Ever since the birth of microprocessors, there has been a demand for more computation speed. Historically, this demand has been met by improvements in computer architecture design and clock frequency. Some of the improvements in computer architecture seen over the years include pipelining, branch prediction, superscalar processors, out of order execution, speculative execution, etc. The first Intel 4004 microprocessor released in 1971 had a clock frequency of 740 kHz. Thirty years later, the Intel Pentium 4 had clock frequencies more than 2 GHz. These improvements were possible due to advancements in process technology and miniaturisation of transistors which ensured that more and more transistors could be packed on a chip. For e.g., the Intel 4004 was built with 10µm technology and had around 2,300 transistors while the Intel Pentium 4 was built with 180nm and had around 42 million transistors. The increase in transistor count happened approximately in line with Moore's law[84] which predicted a doubling in the number of transistors every year. At the same time, Dennard's scaling [44] predicted that the power density will remain constant as the transistor size reduces. Hence, Dennard's scaling and Moore's law allowed uni-processors to exponentially improve the performance in an energy efficient manner.

However, this well-scripted success story for uni-processors began to break down at the beginning of this century. The difference in the clock frequency of the memory and processor increased and soon memory speed became the bottleneck. Improvements in performance from Instruction Level Parallelism diminished as not enough parallel instruction could be found in a single thread. Increasing frequency led to high power consumption and heat generation. Figure 1.1 shows that the exponential increase in frequency and power has tapered off around 2005 indicating a transition. Hence, at the turn of this century, the processor industry witnessed a major transition from uni-processors to multicore processors. The processor designers concentrated



Figure 1.1: Note the flattening of the curves beginning around 2005.

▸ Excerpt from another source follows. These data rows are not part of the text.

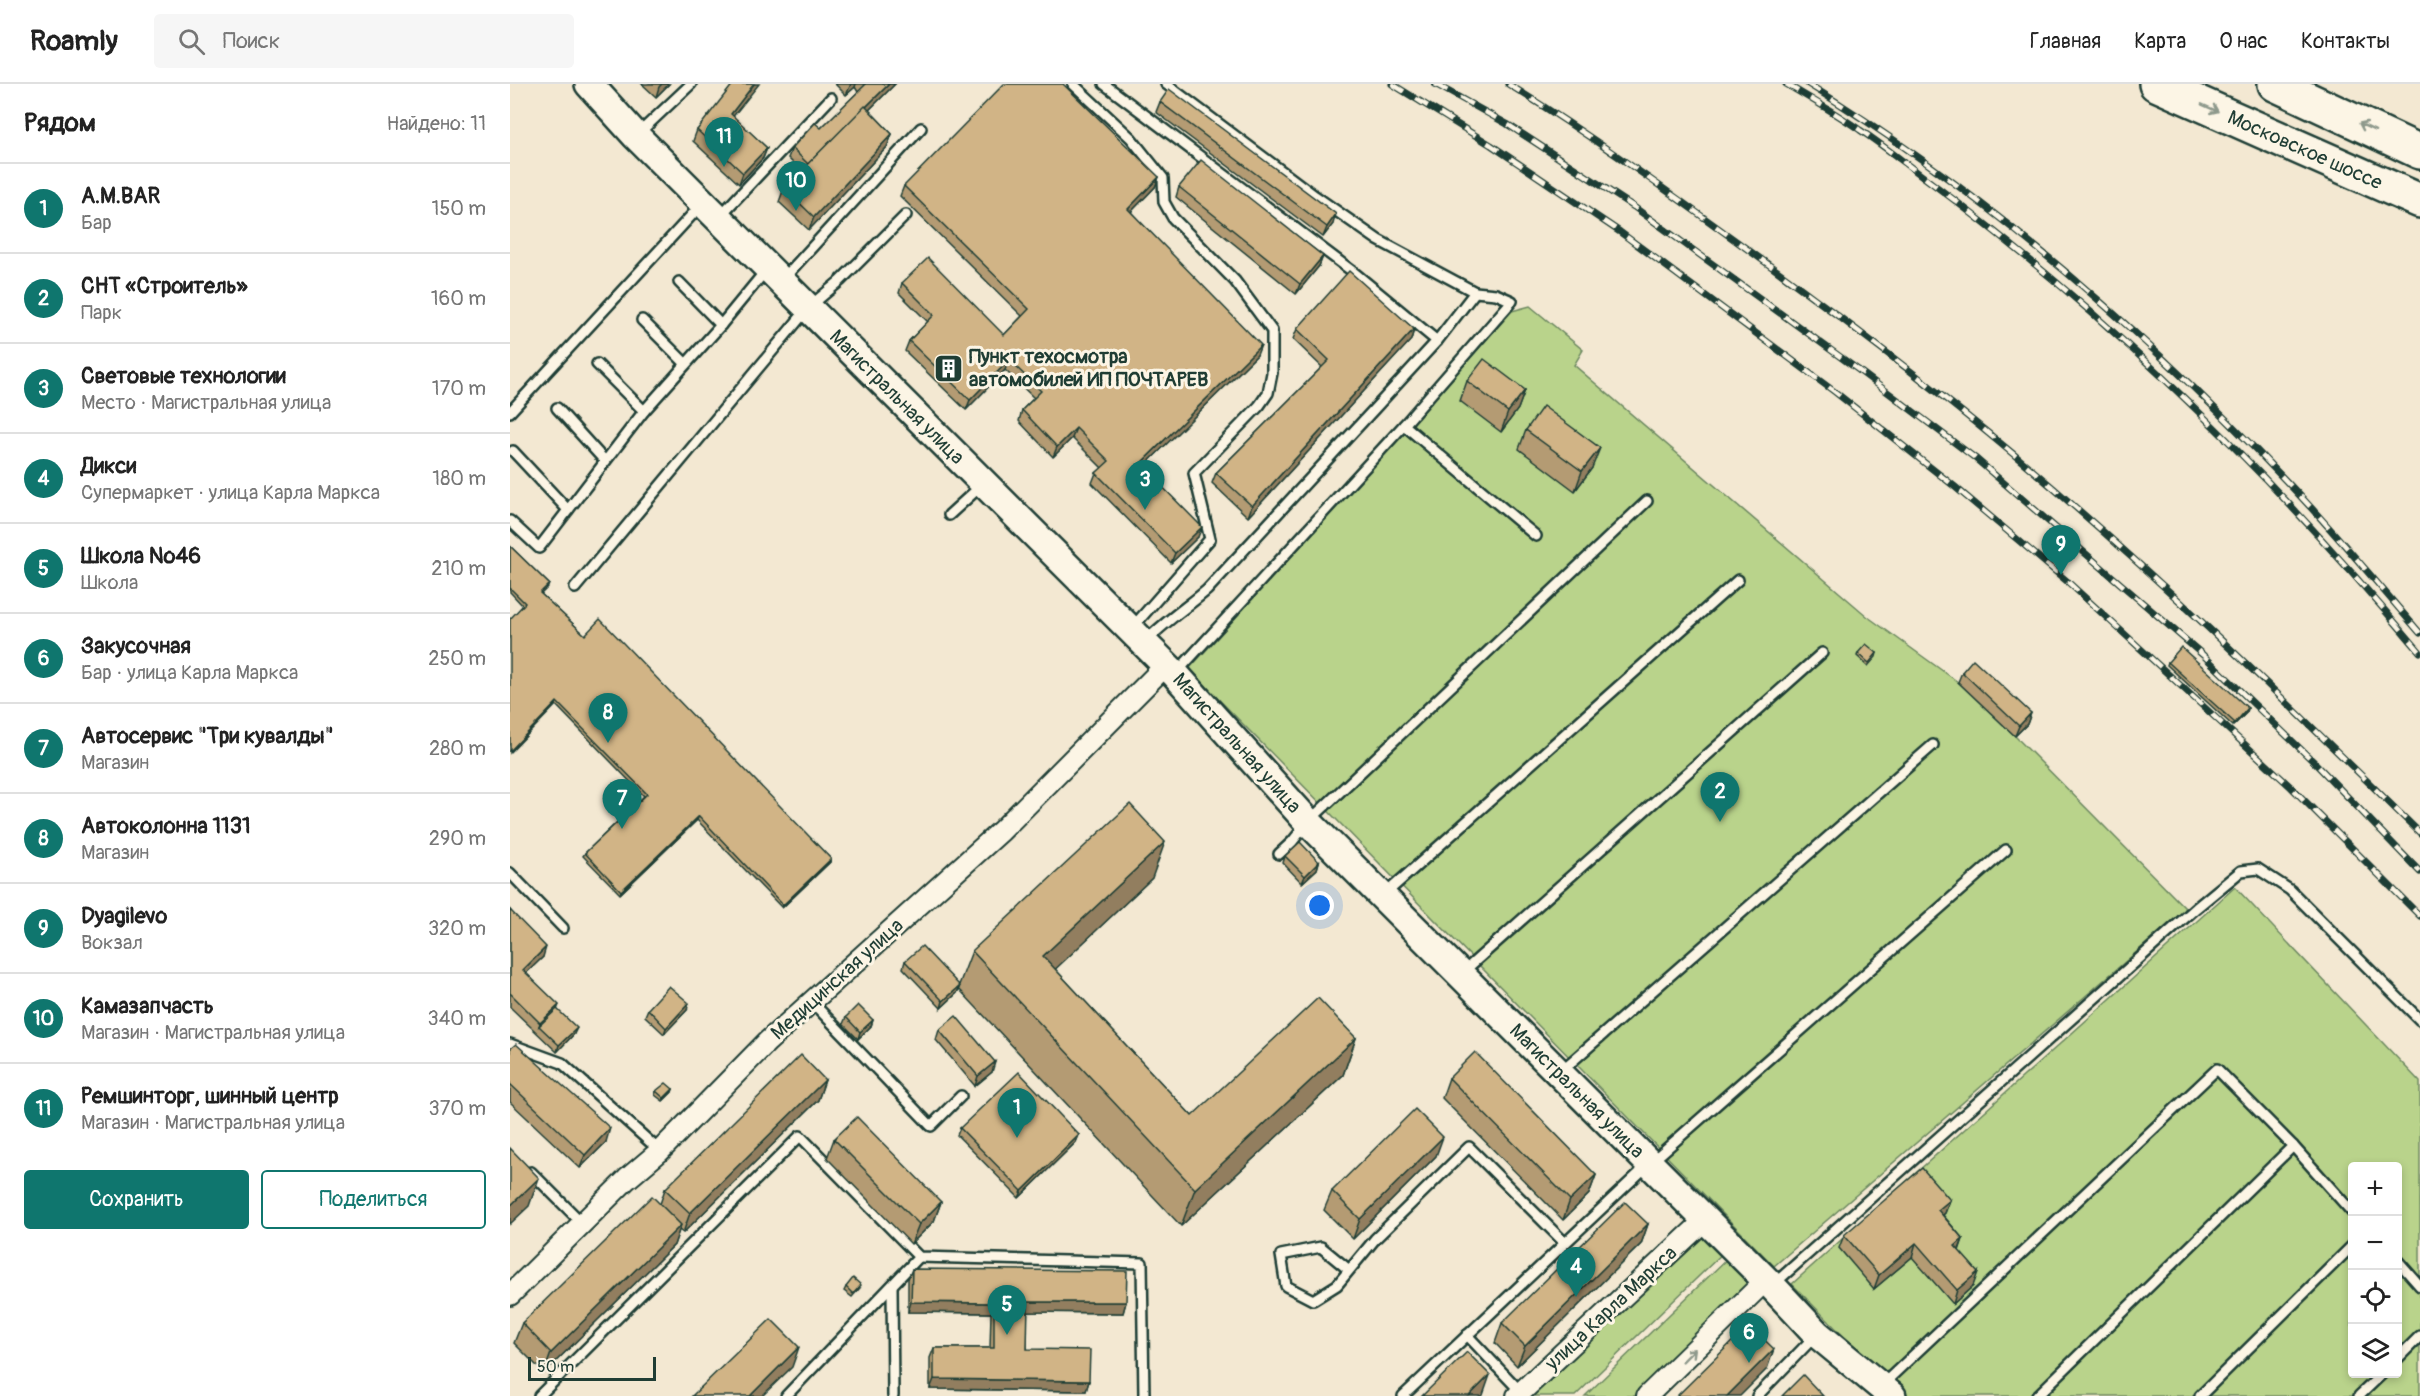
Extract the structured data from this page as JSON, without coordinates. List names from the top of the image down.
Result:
{
  "streets": {
    "highway": ["Московское шоссе"],
    "street": ["Магистральная улица", "Медицинская улица", "улица Карла Маркса"]
  },
  "crossings": [
    ["Магистральная улица", "Медицинская улица"],
    ["Магистральная улица", "улица Карла Маркса"]
  ],
  "places": {
    "building": ["Пункт техосмотра автомобилей ИП ПОЧТАРЕВ"]
  },
  "scale_bar": "50 m",
  "page": {
    "header": "Roamly",
    "search": "Поиск",
    "nav": [
      "Главная",
      "Карта",
      "О нас",
      "Контакты"
    ],
    "heading": ["Рядом", "Найдено: 11"],
    "pins": [
      "11",
      "10",
      "3",
      "9",
      "8",
      "2",
      "7",
      "1",
      "4",
      "5",
      "6"
    ],
    "list": [
      {
        "mark": "1",
        "name": "А.М.BAR",
        "note": "Бар",
        "value": "150 m"
      },
      {
        "mark": "2",
        "name": "СНТ «Строитель»",
        "note": "Парк",
        "value": "160 m"
      },
      {
        "mark": "3",
        "name": "Световые технологии",
        "note": "Место · Магистральная улица",
        "value": "170 m"
      },
      {
        "mark": "4",
        "name": "Дикси",
        "note": "Супермаркет · улица Карла Маркса",
        "value": "180 m"
      },
      {
        "mark": "5",
        "name": "Школа №46",
        "note": "Школа",
        "value": "210 m"
      },
      {
        "mark": "6",
        "name": "Закусочная",
        "note": "Бар · улица Карла Маркса",
        "value": "250 m"
      },
      {
        "mark": "7",
        "name": "Автосервис \"Три кувалды\"",
        "note": "Магазин",
        "value": "280 m"
      },
      {
        "mark": "8",
        "name": "Автоколонна 1131",
        "note": "Магазин",
        "value": "290 m"
      },
      {
        "mark": "9",
        "name": "Dyagilevo",
        "note": "Вокзал",
        "value": "320 m"
      },
      {
        "mark": "10",
        "name": "Камазапчасть",
        "note": "Магазин · Магистральная улица",
        "value": "340 m"
      },
      {
        "mark": "11",
        "name": "Ремшинторг, шинный центр",
        "note": "Магазин · Магистральная улица",
        "value": "370 m"
      }
    ],
    "buttons": ["Сохранить", "Поделиться"],
    "map_buttons": ["+", "−"],
    "scale": "50 m"
  }
}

on obtaining improved performance by increasing the number of cores. Multicore processors are well suited for data-parallel applications and parallel workloads. Researchers suggested adding multiple cores to a system and processors with even a thousand cores[68] have been discussed. In the industry also there has been a proliferation of homogeneous multicores. The high-performance Intel Xeon Processor E7-8880 v3 has 18 cores.

But the success with homogeneous multicores also seems to be short-lived. As process technology improved, Dennard's scaling broke down which caused a huge increase in power densities. It is no more possible to switch on all the transistors simultaneously without causing thermal safety issues. Thus, due to power and thermal limitations, not all portions of the chip can be switched ON at the same time. The portions that cannot be powered ON are called Dark Silicon. When only a subset of the cores can be active at the same time, it is better to have cores of different types than the same type. The presence of heterogeneous cores provides opportunities to match a task with the most efficient core for that task and thus leads to better usage of the power budget. Hence, Dark silicon leads us to heterogeneous multicore processors. Heterogeneous processors differ from homogeneous processors in that the cores are all not of the same type. The difference among cores can be in the ISA or micro-architecture. Research[64] has shown that heterogeneous multicores are better when considering energy delay trade-offs. A multi-core heterogeneous architecture can support a range of execution characteristics not possible in a single-core processor. It is beneficial for workloads with different characteristics. By having processing units with different characteristics, computation can be mapped to specialised devices that perform a specific type of task more efficiently than other devices. Thus, heterogeneous computing systems can deliver better energy-delay trade-offs [64], [66]. Recently, with the rise of GPGPU (general-purpose computing on GPUs), heterogeneous computing has become more mainstream. An example for a commercial heterogeneous multicore processor is big.LITTLE[18]. It consists of a big (Cortex A15) and a small (Cortex A7) processor. The embedded systems world has also adopted heterogeneous systems. OMAP[6] from TI, Snapdragon[13] from Qualcomm and Tegra[14] from NVIDIA are examples of popular heterogeneous multicores in the mobile embedded systems market.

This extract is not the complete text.